■ Try it: In the entries below, count every line containing "canvas". Reply with the number alone.

(Exercise materials begins)

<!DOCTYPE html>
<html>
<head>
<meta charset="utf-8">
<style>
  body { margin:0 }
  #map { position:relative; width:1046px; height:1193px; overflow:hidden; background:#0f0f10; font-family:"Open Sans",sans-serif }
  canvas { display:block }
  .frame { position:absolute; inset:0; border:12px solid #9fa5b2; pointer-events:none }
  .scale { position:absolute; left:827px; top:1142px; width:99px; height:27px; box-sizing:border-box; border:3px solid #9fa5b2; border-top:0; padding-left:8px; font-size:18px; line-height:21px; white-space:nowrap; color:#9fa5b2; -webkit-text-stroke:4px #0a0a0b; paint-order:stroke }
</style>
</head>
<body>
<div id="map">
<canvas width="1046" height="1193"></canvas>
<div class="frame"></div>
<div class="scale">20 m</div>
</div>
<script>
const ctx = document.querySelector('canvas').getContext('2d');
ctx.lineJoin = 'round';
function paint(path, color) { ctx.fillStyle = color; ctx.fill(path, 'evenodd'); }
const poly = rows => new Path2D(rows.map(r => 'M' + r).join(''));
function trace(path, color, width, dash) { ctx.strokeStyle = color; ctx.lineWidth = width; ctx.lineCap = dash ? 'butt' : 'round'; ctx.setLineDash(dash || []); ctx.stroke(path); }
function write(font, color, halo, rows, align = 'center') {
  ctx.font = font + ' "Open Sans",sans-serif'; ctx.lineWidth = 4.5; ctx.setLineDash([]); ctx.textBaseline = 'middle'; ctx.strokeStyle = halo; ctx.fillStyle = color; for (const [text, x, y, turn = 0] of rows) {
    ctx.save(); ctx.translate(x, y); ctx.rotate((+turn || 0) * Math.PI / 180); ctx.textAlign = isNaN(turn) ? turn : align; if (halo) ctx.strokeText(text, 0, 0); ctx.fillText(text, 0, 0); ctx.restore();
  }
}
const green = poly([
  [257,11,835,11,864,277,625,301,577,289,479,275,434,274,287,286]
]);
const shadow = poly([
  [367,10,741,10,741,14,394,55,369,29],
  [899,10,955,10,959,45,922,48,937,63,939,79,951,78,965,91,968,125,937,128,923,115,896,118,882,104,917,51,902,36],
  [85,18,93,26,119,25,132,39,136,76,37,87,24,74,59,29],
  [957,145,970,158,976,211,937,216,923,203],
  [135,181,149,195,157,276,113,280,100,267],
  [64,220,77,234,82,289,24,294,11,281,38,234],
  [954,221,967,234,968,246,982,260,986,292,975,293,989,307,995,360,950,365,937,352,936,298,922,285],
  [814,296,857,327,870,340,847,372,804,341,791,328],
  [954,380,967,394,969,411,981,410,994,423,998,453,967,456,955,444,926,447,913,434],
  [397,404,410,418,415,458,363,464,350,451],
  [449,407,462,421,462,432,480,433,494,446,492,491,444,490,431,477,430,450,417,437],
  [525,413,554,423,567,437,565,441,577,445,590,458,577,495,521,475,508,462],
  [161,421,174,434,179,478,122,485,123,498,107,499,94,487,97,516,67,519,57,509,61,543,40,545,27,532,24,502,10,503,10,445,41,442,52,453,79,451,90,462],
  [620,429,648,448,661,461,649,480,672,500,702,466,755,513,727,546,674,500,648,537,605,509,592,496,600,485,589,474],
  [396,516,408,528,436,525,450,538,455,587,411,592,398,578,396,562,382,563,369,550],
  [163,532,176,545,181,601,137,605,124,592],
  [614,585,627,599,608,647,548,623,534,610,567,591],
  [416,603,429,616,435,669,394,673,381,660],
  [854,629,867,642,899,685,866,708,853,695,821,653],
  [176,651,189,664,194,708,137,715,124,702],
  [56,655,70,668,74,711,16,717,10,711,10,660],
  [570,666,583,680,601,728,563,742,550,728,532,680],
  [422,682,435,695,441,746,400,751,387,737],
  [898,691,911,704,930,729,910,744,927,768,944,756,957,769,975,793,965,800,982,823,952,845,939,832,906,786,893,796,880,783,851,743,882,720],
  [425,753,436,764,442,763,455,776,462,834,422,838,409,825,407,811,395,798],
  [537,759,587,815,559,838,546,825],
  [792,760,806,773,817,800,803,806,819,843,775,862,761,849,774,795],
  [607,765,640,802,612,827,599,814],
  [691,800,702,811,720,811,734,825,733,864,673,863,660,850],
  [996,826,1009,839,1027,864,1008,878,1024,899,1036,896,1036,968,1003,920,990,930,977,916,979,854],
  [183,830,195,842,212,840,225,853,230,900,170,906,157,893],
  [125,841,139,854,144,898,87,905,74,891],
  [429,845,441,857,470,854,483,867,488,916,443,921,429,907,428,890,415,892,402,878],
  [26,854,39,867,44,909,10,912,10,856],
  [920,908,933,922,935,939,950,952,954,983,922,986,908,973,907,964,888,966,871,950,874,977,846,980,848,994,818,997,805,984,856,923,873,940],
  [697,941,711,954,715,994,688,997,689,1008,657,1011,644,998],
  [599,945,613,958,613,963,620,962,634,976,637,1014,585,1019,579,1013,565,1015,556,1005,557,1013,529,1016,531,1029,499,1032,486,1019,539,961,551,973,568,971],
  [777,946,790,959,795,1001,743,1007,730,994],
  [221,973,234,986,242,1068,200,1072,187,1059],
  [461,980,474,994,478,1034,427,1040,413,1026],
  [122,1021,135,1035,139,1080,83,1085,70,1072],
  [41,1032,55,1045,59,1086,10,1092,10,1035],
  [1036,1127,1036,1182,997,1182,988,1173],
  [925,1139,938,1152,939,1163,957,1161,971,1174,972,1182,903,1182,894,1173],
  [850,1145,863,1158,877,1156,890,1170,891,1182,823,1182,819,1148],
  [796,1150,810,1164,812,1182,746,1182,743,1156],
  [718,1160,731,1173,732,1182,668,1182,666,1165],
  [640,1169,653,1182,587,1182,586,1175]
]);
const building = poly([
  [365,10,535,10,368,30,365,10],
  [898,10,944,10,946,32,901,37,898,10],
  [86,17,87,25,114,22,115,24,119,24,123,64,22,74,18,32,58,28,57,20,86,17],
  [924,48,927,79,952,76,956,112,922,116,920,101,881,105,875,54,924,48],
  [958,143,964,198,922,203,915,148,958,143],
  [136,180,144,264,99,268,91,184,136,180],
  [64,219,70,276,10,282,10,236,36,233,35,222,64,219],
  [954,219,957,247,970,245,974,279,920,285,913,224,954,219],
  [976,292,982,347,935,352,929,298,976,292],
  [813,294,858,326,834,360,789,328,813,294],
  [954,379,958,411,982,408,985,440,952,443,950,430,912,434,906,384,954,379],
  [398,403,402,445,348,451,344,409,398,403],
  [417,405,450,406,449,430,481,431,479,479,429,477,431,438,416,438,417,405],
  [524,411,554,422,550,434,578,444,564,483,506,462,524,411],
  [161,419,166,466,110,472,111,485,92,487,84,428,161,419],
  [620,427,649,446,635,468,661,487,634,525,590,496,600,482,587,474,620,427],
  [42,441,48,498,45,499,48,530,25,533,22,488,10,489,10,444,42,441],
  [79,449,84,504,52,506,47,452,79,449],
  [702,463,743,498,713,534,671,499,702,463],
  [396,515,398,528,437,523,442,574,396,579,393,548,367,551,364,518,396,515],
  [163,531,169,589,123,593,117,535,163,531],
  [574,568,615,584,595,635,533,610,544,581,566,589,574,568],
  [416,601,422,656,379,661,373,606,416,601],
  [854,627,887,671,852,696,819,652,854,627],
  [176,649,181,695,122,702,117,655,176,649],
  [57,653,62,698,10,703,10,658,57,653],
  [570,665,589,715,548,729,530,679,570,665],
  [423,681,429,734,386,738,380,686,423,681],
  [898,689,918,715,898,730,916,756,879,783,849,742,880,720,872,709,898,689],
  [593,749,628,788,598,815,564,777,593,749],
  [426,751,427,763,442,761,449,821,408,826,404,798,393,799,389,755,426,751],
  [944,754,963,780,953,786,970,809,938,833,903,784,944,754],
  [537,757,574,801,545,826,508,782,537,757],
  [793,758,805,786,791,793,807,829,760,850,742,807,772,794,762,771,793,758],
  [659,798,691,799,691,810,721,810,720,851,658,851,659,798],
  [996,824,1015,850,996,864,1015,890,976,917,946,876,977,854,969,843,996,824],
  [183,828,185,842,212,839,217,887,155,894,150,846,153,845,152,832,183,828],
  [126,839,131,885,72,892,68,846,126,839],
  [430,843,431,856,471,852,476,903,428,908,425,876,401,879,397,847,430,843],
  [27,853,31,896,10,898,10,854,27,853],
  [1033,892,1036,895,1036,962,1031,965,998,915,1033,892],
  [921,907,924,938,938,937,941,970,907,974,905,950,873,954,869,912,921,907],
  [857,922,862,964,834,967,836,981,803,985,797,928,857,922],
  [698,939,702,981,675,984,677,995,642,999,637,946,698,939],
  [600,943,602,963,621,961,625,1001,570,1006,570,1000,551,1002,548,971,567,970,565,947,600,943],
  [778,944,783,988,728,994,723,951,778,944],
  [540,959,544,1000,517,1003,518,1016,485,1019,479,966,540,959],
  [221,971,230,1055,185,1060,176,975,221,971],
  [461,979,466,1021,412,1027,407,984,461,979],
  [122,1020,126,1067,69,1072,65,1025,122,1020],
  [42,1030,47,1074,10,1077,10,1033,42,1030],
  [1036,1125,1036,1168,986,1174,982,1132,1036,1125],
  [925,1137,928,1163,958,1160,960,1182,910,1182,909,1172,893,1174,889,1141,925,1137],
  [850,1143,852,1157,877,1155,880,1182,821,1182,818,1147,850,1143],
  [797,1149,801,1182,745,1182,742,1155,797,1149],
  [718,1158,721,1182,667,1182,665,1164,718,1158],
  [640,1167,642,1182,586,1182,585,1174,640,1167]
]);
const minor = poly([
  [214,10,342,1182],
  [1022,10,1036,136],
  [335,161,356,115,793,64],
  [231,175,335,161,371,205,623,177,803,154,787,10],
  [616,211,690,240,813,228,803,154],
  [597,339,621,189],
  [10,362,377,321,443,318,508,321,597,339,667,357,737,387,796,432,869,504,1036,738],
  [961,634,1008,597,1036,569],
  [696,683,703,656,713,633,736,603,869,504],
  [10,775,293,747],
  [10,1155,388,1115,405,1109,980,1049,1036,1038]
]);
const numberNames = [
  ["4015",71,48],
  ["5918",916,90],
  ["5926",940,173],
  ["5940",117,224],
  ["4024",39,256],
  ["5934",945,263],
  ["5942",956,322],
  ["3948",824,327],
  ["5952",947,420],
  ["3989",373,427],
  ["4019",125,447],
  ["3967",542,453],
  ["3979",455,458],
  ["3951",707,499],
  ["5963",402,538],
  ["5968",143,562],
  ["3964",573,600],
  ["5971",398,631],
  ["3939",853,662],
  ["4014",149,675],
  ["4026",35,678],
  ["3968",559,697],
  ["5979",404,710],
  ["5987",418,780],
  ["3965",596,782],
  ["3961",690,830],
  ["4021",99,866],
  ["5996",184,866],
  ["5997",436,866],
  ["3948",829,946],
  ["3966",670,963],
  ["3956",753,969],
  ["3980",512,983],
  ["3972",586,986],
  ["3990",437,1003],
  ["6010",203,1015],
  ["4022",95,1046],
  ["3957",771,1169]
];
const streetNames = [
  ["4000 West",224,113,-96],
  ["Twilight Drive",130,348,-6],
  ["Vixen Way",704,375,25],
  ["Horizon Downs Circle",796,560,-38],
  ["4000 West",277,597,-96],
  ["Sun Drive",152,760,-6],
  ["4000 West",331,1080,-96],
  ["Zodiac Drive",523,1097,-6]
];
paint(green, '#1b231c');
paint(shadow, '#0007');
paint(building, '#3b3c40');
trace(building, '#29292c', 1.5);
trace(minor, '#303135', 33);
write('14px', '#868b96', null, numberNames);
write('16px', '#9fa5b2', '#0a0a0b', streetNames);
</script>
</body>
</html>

(Exercise materials ends)

■ Written answer: 3